02/04/2022

"50 poèmes pour la Neige" – Avril 2022


Cette année, notre festival «50 poèmes pour la neige » a rejoint le collectif du « Printemps des poètes » de l'Isle-Jourdain qui nous a ouvert le musée Campanaire, sur la place de l’Hôtel de Ville, pour y réaliser notre rendez-vous de la poésie qui a eu lieu le samedi 2 avril après-midi avec quelques  flocons qui ont cette année exceptionnellement accepté notre invitation.

Merci au collectif, en la personne de Gauthier Drouin, et à la mairie de L’Isle-Jourdain pour leur accueil et leur gentillesse.

Imaginé à l’initiative de Jack Lang et créé à Paris du 21 au 28 mars 1999, le « Printemps des poètes » est vite devenu une manifestation d’ampleur nationale, une fête de la poésie dont le but est d’en favoriser la diffusion auprès du public . Cette année le thème choisi était « l’éphémère ».

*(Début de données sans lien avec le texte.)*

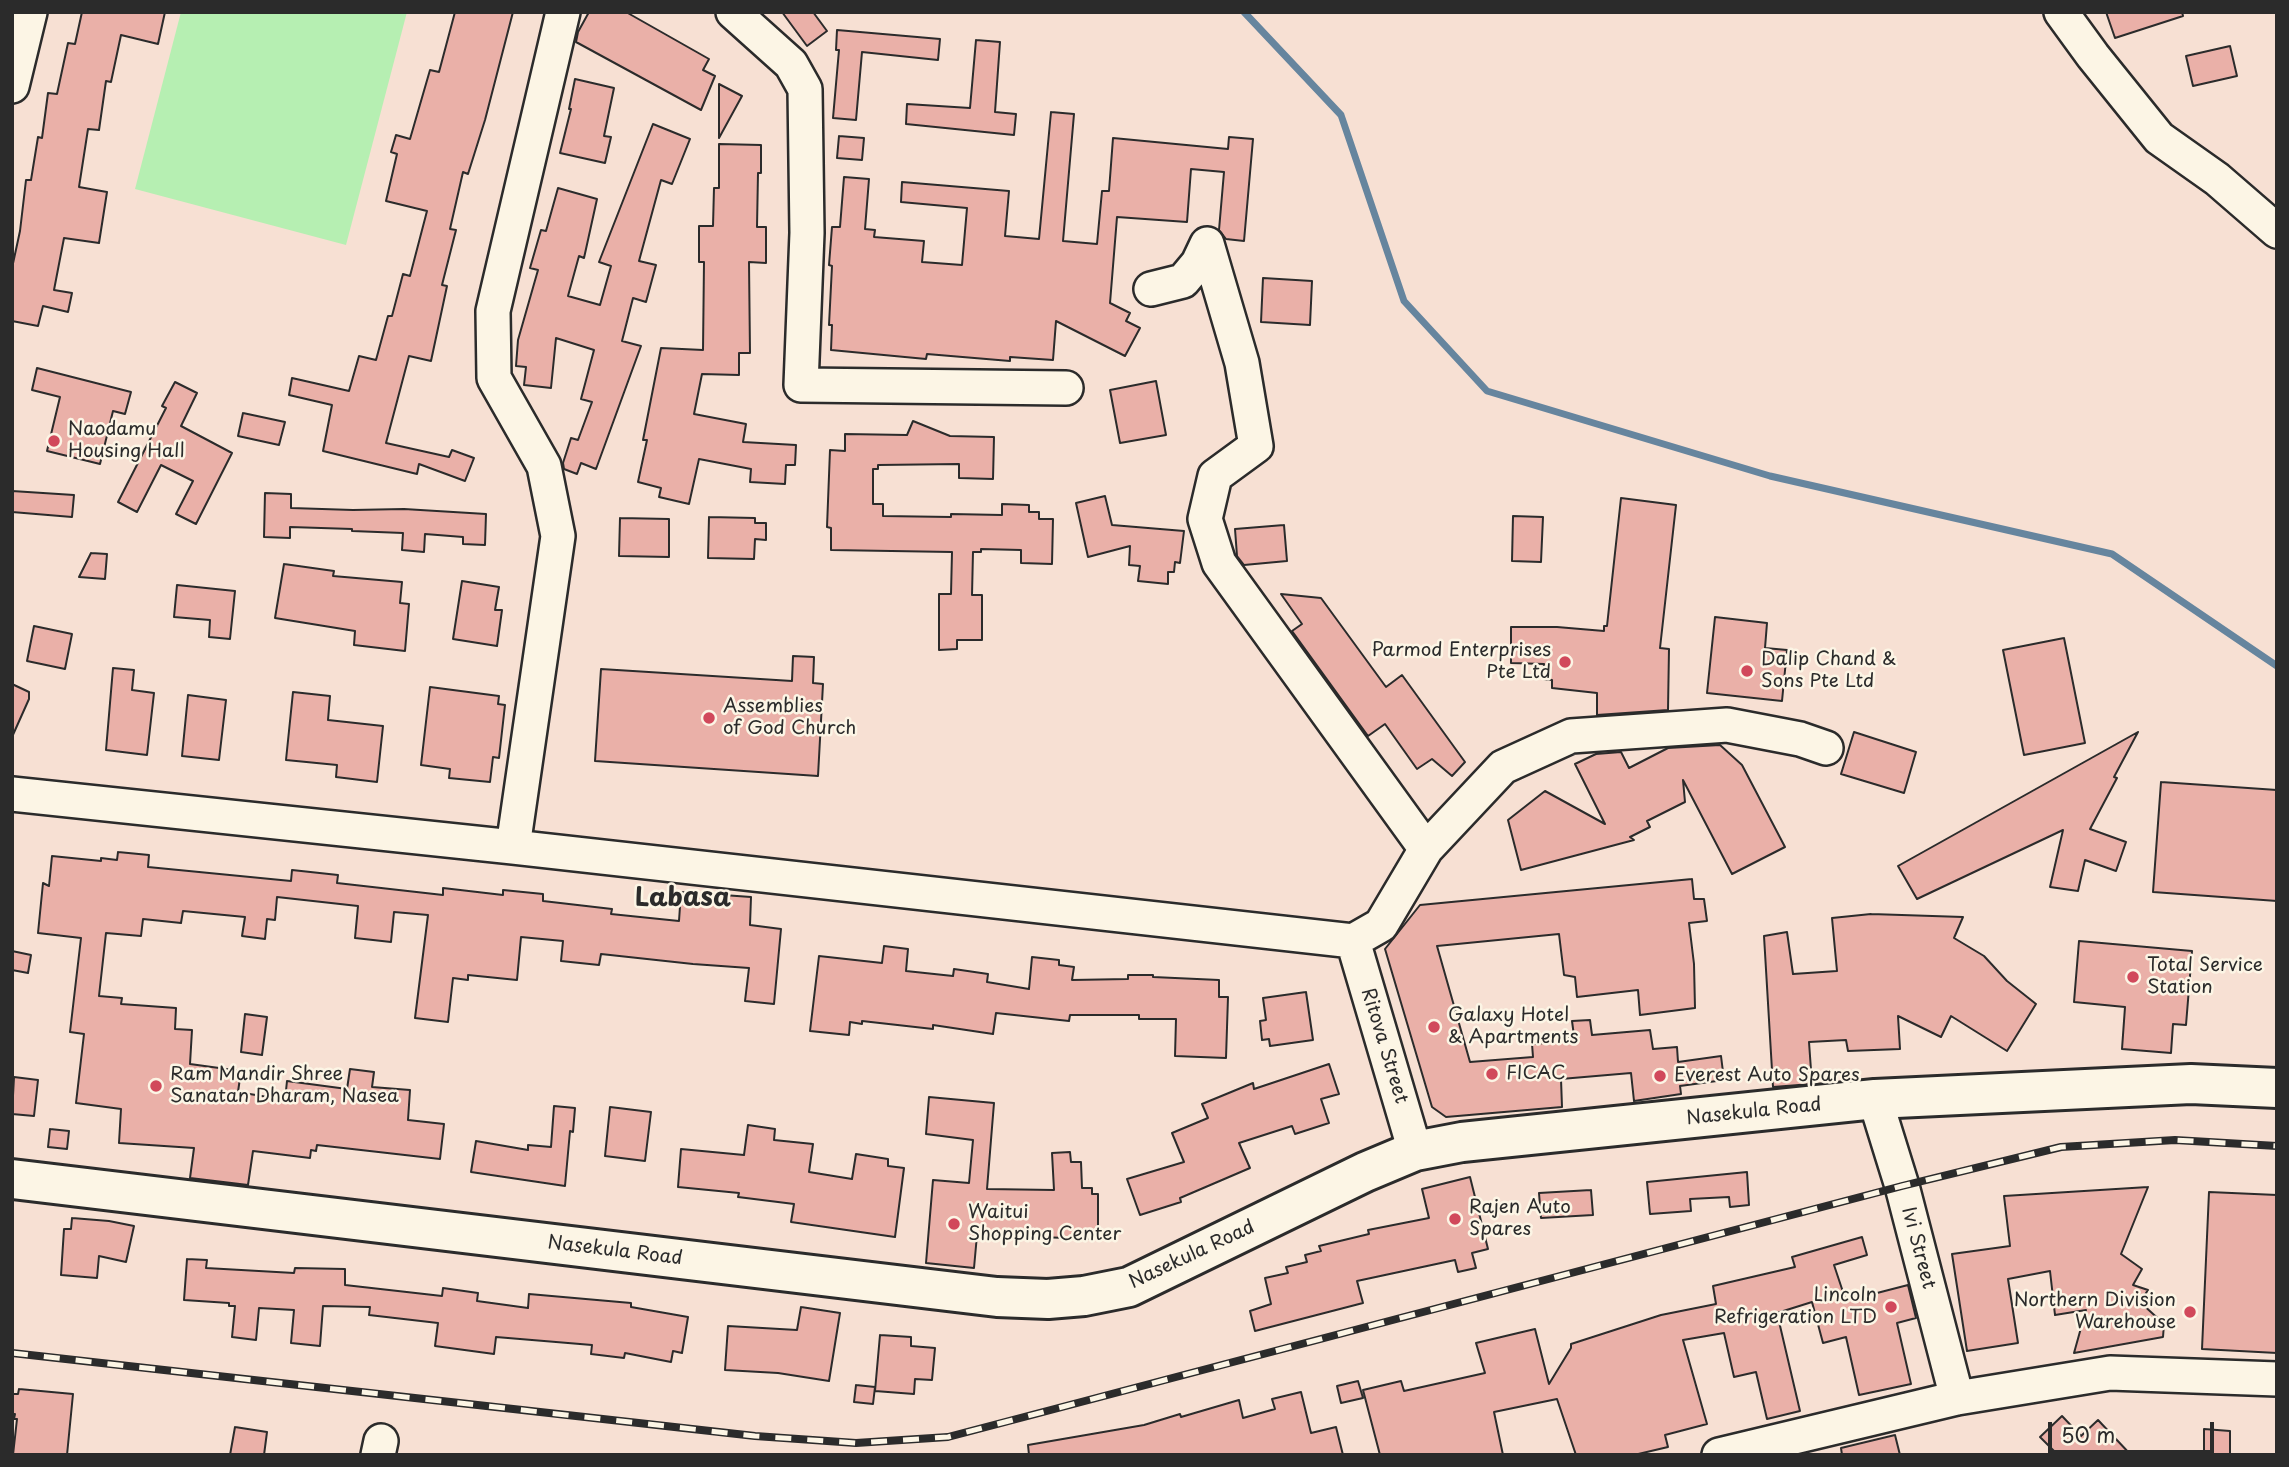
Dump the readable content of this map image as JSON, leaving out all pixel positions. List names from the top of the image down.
{
  "streets": {
    "main road": ["Nasekula Road"],
    "street": ["Ritova Street", "Ivi Street"]
  },
  "crossings": [
    ["Ritova Street", "Nasekula Road"],
    ["Nasekula Road", "Ivi Street"]
  ],
  "districts": ["Labasa"],
  "places": [
    "Naodamu Housing Hall",
    "Parmod Enterprises Pte Ltd",
    "Dalip Chand & Sons Pte Ltd",
    "Assemblies of God Church",
    "Total Service Station",
    "Galaxy Hotel & Apartments",
    "FICAC",
    "Everest Auto Spares",
    "Ram Mandir Shree Sanatan Dharam, Nasea",
    "Rajen Auto Spares",
    "Waitui Shopping Center",
    "Lincoln Refrigeration LTD",
    "Northern Division Warehouse"
  ],
  "scale_bar": "50 m"
}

Il était donc parfaitement normal que notre initiative conviviale et désintéressée rejoigne cet élan poétique, quoi de plus éphémère bien évidemment qu’un flocon de neige quand le printemps s’annonce.   

1.




Depuis l’origine, notre ami Claude Barrère nous a accompagnés avec son amitié et sa culture, son décès brutal l’an dernier nous a laissé un grand vide ; heureusement il nous reste ses gravures et ses textes qui méritent d’être lus et mieux connus.

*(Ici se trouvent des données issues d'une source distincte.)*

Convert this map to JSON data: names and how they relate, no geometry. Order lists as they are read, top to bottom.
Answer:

C’est donc en hommage à Claude que nous avons présenté le livre Intérieur Neiges co-réalisé par Antoine Voisin et Claude Barrère et édité par les éditions "Réciproques". Merci à Antoine et à Geneviève André-Acquier d’avoir évoqué la présence de Claude dans la réalisation de ce beau livre d’artiste qui a été son dernier coup de plume.

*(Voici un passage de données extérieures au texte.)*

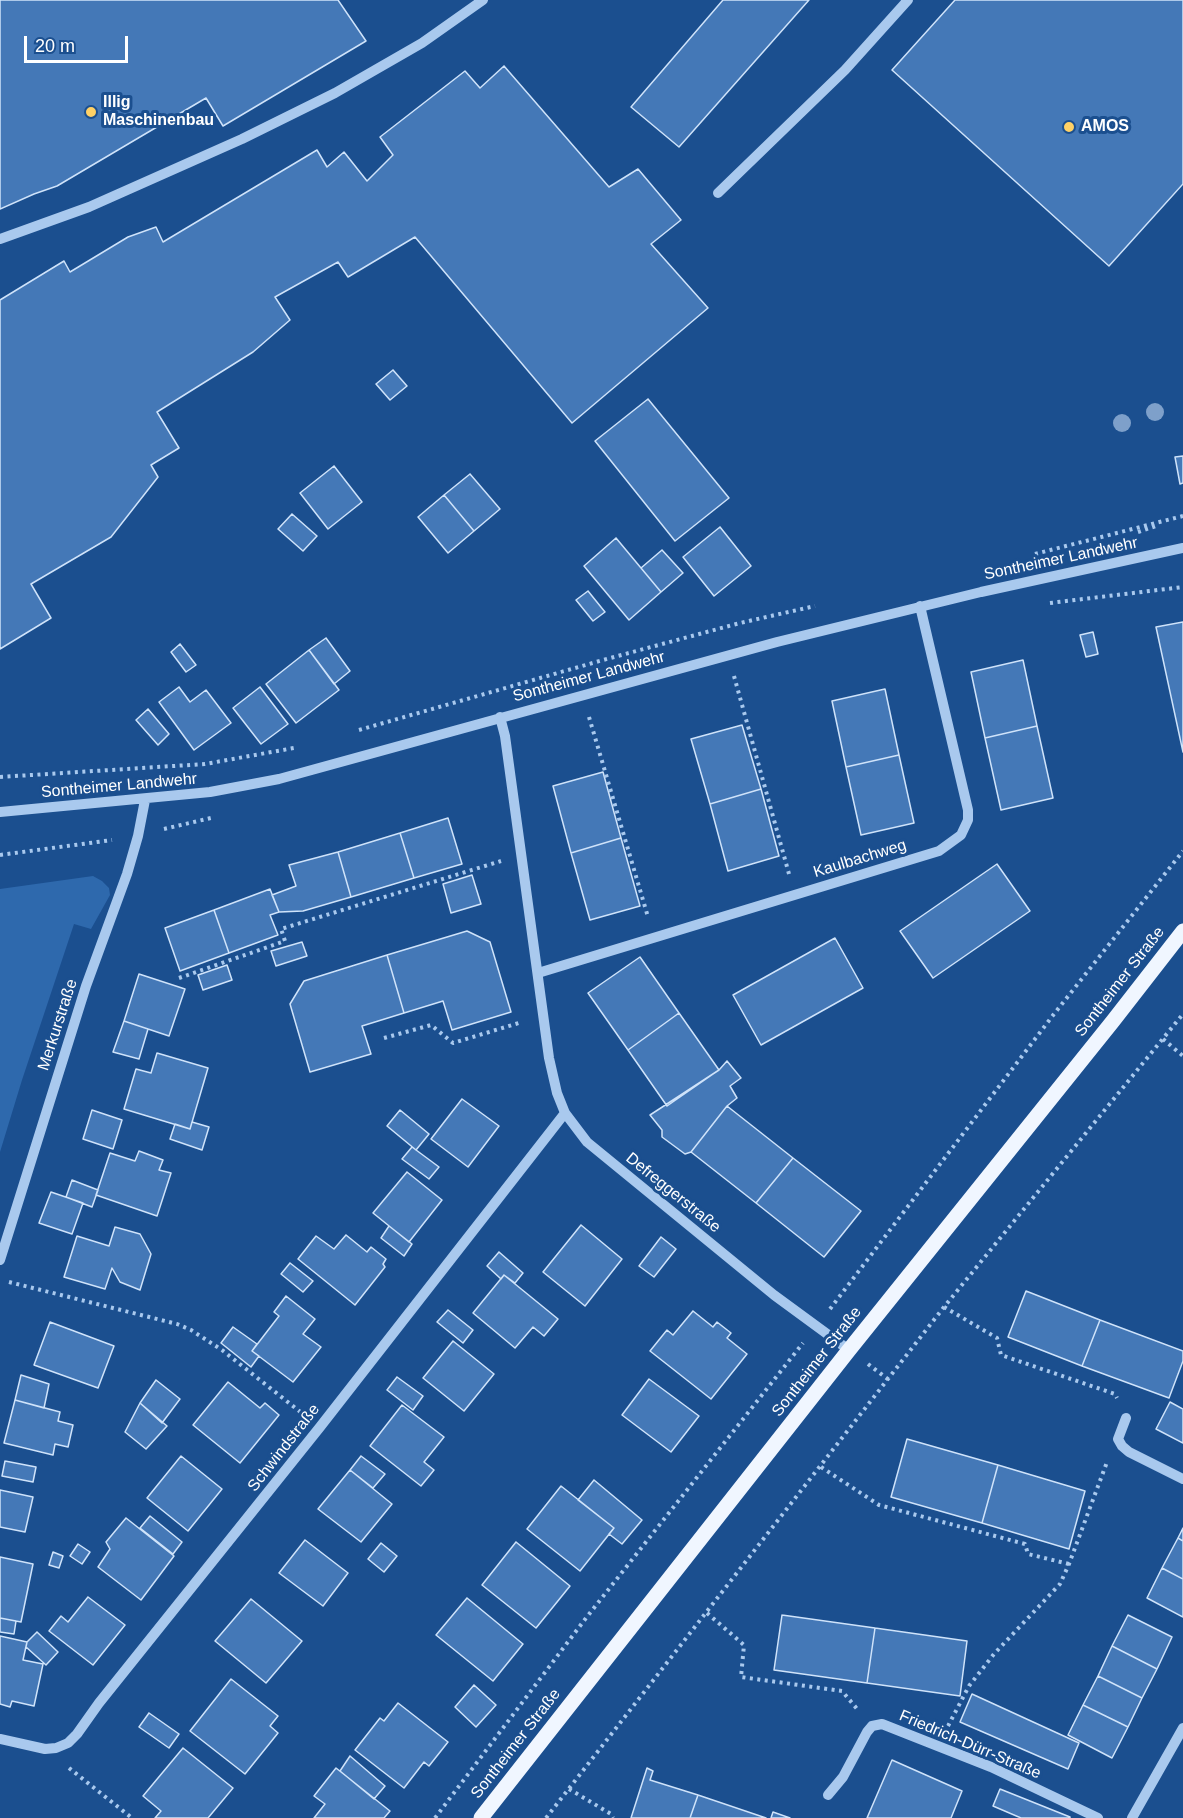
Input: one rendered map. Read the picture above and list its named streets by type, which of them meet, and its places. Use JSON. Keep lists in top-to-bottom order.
{
  "streets": {
    "main road": ["Sontheimer Straße"],
    "street": [
      "Sontheimer Landwehr",
      "Kaulbachweg",
      "Merkurstraße",
      "Defreggerstraße",
      "Schwindstraße",
      "Friedrich-Dürr-Straße"
    ]
  },
  "crossings": [
    ["Sontheimer Landwehr", "Kaulbachweg"],
    ["Sontheimer Landwehr", "Merkurstraße"],
    ["Sontheimer Landwehr", "Defreggerstraße"],
    ["Kaulbachweg", "Defreggerstraße"],
    ["Sontheimer Straße", "Defreggerstraße"],
    ["Defreggerstraße", "Schwindstraße"]
  ],
  "places": ["Illig Maschinenbau", "AMOS"],
  "scale_bar": "20 m"
}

Je retiendrai pour ma part cette citation : « Sans la neige nous n’aurions d’autre choix que le noir. »
 
 2. 
 
Dédié cette année à Fernando Pessoa, c’est avec plaisir que nous avons découvert (ou mieux connu pour certains) l’immense et labyrinthique œuvre du poète portugais. Merci à Jean-Yves et à Svante pour la lecture de quelques pages qui nous ont ouvert avec délice ses multiples horizons poétiques.

Extraits du Le gardeur de troupeau et autres poèmes d’Alberto Caeiro.

Extraits du Livre de l’Intranquillité.

De cette œuvre, je garderai cette belle formule de son hétéronyme Alvaro de Campos tiré du poème « Bureau de Tabac » : « Je ne suis rien. Jamais je ne serai rien. Je ne puis vouloir être rien. Cela dit, je porte en moi tous les rêves du monde. »
 

  3.

    Un coup de cœur également pour les recueils de poésie des éditions N&B :

J'adhère à la brique de Svante Svahnström poète franco-suédois, devenu occitan en adhérant à notre pays de cocagne , mais dont la poétique est universelle. Une lecture en duo à la découverte de cette approche originale et humoristique de la France, de l’infiniment grand jusqu’aux plus petits de ses habitants… 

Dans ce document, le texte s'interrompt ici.